Thea just finished teaching a class on Carlos Villa and his legacy at SFAI and had also researched and written about his work in her dissertation, so she smartly thought to name the panel after this piece:
Thea gave a wonderful, generous preamble, crisply contextualizing Carlos’ work as an artist and educator, as well as his particular obsession with unearthing the existence of Filipino-American art history.
From there, we broke into a lively, earnest discussion of some of the complexities of and overlaps in our respective work as Filipino-American artists, and took some great, thoughtful audience questions at the end.
(Also, we were eating snacks and drinking hooch out of plastic cups behind our name cards throughout the panel, hence the sudden visibility of a flask here at the end:)

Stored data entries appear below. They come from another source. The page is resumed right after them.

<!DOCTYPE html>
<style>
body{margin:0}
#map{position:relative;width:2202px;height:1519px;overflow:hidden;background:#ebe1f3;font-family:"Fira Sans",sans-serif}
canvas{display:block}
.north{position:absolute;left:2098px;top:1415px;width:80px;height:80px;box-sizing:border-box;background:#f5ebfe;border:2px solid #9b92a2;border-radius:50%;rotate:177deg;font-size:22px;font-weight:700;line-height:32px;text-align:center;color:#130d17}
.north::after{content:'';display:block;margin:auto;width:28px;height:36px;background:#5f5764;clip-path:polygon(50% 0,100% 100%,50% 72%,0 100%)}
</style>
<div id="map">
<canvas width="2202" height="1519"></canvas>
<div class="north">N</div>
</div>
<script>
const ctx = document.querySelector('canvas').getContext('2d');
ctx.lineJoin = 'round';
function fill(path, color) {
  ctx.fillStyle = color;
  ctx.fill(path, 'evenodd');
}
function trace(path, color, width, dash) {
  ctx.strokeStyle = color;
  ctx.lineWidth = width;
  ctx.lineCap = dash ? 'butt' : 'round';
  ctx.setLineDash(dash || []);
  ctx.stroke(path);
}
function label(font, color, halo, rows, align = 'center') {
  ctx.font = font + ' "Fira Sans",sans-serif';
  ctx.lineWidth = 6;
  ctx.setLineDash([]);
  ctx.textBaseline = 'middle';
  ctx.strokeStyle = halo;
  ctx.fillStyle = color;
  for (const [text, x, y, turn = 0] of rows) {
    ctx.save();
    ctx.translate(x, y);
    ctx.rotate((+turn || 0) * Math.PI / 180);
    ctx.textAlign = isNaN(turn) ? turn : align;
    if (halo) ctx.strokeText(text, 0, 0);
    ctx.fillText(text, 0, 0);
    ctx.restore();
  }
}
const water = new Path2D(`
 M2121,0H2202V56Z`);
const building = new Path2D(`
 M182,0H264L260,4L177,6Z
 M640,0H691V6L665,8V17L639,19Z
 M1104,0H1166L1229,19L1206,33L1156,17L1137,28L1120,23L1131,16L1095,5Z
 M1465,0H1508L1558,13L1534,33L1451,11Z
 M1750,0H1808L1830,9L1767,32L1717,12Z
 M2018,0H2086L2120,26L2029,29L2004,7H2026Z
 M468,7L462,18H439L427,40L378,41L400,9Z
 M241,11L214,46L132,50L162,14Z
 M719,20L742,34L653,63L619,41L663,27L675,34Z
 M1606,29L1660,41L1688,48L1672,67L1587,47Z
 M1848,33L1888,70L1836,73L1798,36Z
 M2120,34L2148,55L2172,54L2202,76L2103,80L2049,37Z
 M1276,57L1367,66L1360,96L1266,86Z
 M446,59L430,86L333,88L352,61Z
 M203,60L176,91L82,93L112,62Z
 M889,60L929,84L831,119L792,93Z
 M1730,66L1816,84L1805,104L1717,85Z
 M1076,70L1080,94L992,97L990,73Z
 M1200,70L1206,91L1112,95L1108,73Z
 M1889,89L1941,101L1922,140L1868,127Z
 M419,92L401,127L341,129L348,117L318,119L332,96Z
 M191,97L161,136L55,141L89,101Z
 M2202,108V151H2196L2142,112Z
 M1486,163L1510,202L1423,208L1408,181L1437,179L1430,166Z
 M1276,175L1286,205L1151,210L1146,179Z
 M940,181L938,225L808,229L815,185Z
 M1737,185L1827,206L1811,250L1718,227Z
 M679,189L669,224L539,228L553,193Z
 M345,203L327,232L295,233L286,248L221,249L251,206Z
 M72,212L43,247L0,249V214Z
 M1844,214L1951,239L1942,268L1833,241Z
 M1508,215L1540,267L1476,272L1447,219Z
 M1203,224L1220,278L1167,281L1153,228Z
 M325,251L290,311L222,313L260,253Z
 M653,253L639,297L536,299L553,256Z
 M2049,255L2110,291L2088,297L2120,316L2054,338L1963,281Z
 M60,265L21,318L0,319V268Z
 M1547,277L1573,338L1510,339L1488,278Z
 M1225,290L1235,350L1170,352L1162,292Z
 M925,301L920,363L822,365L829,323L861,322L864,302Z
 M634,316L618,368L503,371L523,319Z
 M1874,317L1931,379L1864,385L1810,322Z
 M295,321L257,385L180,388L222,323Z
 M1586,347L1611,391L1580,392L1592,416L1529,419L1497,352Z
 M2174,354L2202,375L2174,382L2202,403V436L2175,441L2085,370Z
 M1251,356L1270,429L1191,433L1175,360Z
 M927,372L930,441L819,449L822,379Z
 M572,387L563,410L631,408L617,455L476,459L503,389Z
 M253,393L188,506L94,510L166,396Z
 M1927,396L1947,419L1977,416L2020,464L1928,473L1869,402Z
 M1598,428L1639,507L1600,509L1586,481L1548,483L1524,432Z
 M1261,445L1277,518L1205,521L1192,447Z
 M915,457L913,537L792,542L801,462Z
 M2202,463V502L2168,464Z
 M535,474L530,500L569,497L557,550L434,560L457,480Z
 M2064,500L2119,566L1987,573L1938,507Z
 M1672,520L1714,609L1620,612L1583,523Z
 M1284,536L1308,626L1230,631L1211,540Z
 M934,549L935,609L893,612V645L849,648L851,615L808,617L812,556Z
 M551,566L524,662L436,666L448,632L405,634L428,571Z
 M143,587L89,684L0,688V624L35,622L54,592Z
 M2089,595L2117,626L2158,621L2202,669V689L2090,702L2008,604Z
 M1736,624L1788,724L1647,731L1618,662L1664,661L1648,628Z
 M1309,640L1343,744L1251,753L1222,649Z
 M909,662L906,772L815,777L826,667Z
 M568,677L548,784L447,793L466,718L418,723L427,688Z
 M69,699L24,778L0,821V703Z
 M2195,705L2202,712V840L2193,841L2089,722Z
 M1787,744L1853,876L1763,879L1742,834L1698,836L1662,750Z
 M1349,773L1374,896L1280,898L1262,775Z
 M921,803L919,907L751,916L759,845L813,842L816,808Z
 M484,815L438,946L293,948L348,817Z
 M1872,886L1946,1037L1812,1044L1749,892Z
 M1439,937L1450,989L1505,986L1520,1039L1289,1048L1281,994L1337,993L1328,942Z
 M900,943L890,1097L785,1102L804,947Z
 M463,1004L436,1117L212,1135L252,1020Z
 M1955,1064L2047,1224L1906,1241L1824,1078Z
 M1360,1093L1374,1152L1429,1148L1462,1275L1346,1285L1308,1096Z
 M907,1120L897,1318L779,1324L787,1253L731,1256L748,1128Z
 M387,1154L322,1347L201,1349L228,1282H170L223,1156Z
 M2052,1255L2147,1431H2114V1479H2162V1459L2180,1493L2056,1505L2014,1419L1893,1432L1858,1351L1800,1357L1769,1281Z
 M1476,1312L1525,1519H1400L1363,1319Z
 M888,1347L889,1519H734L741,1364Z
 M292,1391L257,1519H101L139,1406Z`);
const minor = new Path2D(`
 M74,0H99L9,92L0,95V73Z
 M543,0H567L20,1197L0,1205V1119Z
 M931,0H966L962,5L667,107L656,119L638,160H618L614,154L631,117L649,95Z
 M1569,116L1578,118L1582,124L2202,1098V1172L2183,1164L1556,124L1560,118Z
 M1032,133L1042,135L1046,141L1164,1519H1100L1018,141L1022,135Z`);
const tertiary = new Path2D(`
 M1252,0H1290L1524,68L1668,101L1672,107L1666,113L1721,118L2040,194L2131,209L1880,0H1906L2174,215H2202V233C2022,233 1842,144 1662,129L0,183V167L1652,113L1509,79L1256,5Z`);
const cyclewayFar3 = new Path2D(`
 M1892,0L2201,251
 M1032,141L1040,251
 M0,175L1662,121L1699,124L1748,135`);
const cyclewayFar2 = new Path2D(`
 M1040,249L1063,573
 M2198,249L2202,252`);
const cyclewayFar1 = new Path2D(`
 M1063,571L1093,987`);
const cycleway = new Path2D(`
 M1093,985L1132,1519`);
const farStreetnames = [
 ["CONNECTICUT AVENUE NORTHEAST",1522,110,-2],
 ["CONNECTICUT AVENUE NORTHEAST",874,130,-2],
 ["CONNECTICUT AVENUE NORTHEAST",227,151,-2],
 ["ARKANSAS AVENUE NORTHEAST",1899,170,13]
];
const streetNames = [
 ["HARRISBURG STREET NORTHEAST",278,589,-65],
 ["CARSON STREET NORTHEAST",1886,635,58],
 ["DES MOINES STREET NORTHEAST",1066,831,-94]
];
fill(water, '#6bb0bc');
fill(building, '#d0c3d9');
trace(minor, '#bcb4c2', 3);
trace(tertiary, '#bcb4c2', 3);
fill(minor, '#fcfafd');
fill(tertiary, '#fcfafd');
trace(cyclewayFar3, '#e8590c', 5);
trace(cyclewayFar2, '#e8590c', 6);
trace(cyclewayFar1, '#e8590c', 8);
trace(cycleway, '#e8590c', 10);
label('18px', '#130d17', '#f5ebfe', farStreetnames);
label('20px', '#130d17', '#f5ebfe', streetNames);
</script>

It was really more of a verbal than visual experience, so for those of you hungry for a full 90 minutes of this conversation, voilà! Video of the event is now available here, courtesy of the Asian Art Museum:
I just came across this reflection on social media from a slightly younger Fil-Am artist who attended our panel:
“This was honestly one of the more exciting things I’ve attended in the past year. I’ve always had mixed feelings about making work from my mixed identities (as hapa, as queer, as not quite Filipino, not quite gay, not quite male, not quite artist, as artist, etc) and Thea Quiray Tagle’s roundtable gave me much more confidence to start working from that mess.”
Sigh. Warm feelings. This is everything that keeps me going, and makes me so grateful for opportunities to engage in public conversations like these.